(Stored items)
####################

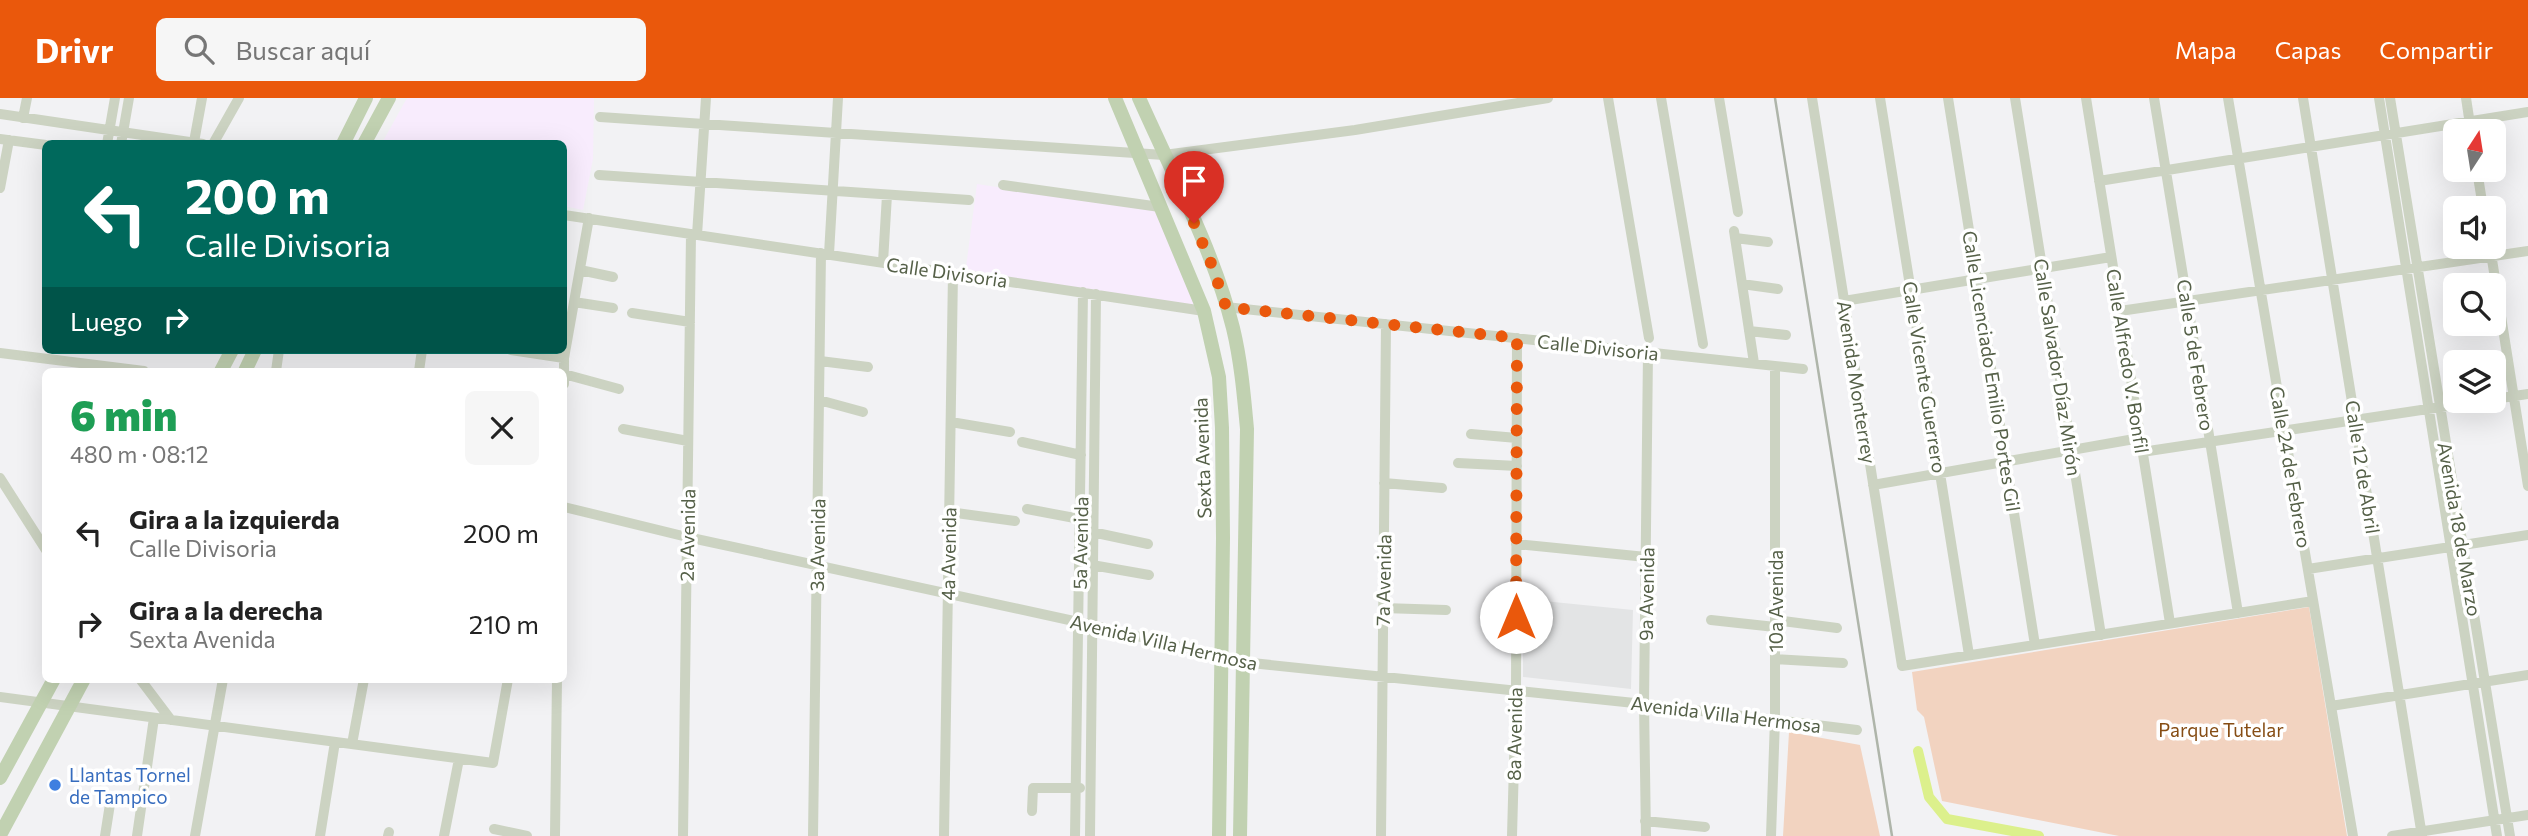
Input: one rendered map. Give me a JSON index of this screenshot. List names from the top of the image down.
{
  "streets": {
    "main road": ["Sexta Avenida"],
    "street": [
      "Calle Divisoria",
      "Calle 5 de Febrero",
      "Calle Alfredo V. Bonfil",
      "Calle Salvador Díaz Mirón",
      "Calle Licenciado Emilio Portes Gil",
      "Calle Vicente Guerrero",
      "Avenida Monterrey",
      "Calle 24 de Febrero",
      "Calle 12 de Abril",
      "Avenida 18 de Marzo",
      "2a Avenida",
      "5a Avenida",
      "3a Avenida",
      "4a Avenida",
      "7a Avenida",
      "9a Avenida",
      "10a Avenida",
      "Avenida Villa Hermosa",
      "8a Avenida"
    ]
  },
  "crossings": [
    ["Calle Divisoria", "Sexta Avenida"],
    ["Calle Divisoria", "2a Avenida"],
    ["Calle Divisoria", "5a Avenida"],
    ["Calle Divisoria", "3a Avenida"],
    ["Calle Divisoria", "4a Avenida"],
    ["Calle Divisoria", "7a Avenida"],
    ["Calle Divisoria", "9a Avenida"],
    ["Calle Divisoria", "10a Avenida"],
    ["Calle Divisoria", "8a Avenida"],
    ["Calle Vicente Guerrero", "Avenida Monterrey"],
    ["Sexta Avenida", "Avenida Villa Hermosa"],
    ["2a Avenida", "Avenida Villa Hermosa"],
    ["5a Avenida", "Avenida Villa Hermosa"],
    ["3a Avenida", "Avenida Villa Hermosa"],
    ["4a Avenida", "Avenida Villa Hermosa"],
    ["7a Avenida", "Avenida Villa Hermosa"],
    ["9a Avenida", "Avenida Villa Hermosa"],
    ["10a Avenida", "Avenida Villa Hermosa"],
    ["Avenida Villa Hermosa", "8a Avenida"]
  ],
  "parks": ["Parque Tutelar"],
  "places": ["Llantas Tornel de Tampico"],
  "north": "top",
  "page": {
    "header": "Drivr",
    "search": "Buscar aquí",
    "nav": ["Mapa", "Capas", "Compartir"],
    "turn": ["200 m", "Calle Divisoria"],
    "then": "Luego",
    "heading": ["6 min", "480 m · 08:12"],
    "list": [
      {
        "name": "Gira a la izquierda",
        "note": "Calle Divisoria",
        "value": "200 m"
      },
      {
        "name": "Gira a la derecha",
        "note": "Sexta Avenida",
        "value": "210 m"
      }
    ]
  }
}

####################

* **TASK DIRECTIONS**
Write every entry out again exactly, images omitted.

* **TASK OUTPUT**
Input: one rendered map. Give me a JSON index of this screenshot. List names from the top of the image down.
{
  "streets": {
    "main road": ["Sexta Avenida"],
    "street": [
      "Calle Divisoria",
      "Calle 5 de Febrero",
      "Calle Alfredo V. Bonfil",
      "Calle Salvador Díaz Mirón",
      "Calle Licenciado Emilio Portes Gil",
      "Calle Vicente Guerrero",
      "Avenida Monterrey",
      "Calle 24 de Febrero",
      "Calle 12 de Abril",
      "Avenida 18 de Marzo",
      "2a Avenida",
      "5a Avenida",
      "3a Avenida",
      "4a Avenida",
      "7a Avenida",
      "9a Avenida",
      "10a Avenida",
      "Avenida Villa Hermosa",
      "8a Avenida"
    ]
  },
  "crossings": [
    ["Calle Divisoria", "Sexta Avenida"],
    ["Calle Divisoria", "2a Avenida"],
    ["Calle Divisoria", "5a Avenida"],
    ["Calle Divisoria", "3a Avenida"],
    ["Calle Divisoria", "4a Avenida"],
    ["Calle Divisoria", "7a Avenida"],
    ["Calle Divisoria", "9a Avenida"],
    ["Calle Divisoria", "10a Avenida"],
    ["Calle Divisoria", "8a Avenida"],
    ["Calle Vicente Guerrero", "Avenida Monterrey"],
    ["Sexta Avenida", "Avenida Villa Hermosa"],
    ["2a Avenida", "Avenida Villa Hermosa"],
    ["5a Avenida", "Avenida Villa Hermosa"],
    ["3a Avenida", "Avenida Villa Hermosa"],
    ["4a Avenida", "Avenida Villa Hermosa"],
    ["7a Avenida", "Avenida Villa Hermosa"],
    ["9a Avenida", "Avenida Villa Hermosa"],
    ["10a Avenida", "Avenida Villa Hermosa"],
    ["Avenida Villa Hermosa", "8a Avenida"]
  ],
  "parks": ["Parque Tutelar"],
  "places": ["Llantas Tornel de Tampico"],
  "north": "top",
  "page": {
    "header": "Drivr",
    "search": "Buscar aquí",
    "nav": ["Mapa", "Capas", "Compartir"],
    "turn": ["200 m", "Calle Divisoria"],
    "then": "Luego",
    "heading": ["6 min", "480 m · 08:12"],
    "list": [
      {
        "name": "Gira a la izquierda",
        "note": "Calle Divisoria",
        "value": "200 m"
      },
      {
        "name": "Gira a la derecha",
        "note": "Sexta Avenida",
        "value": "210 m"
      }
    ]
  }
}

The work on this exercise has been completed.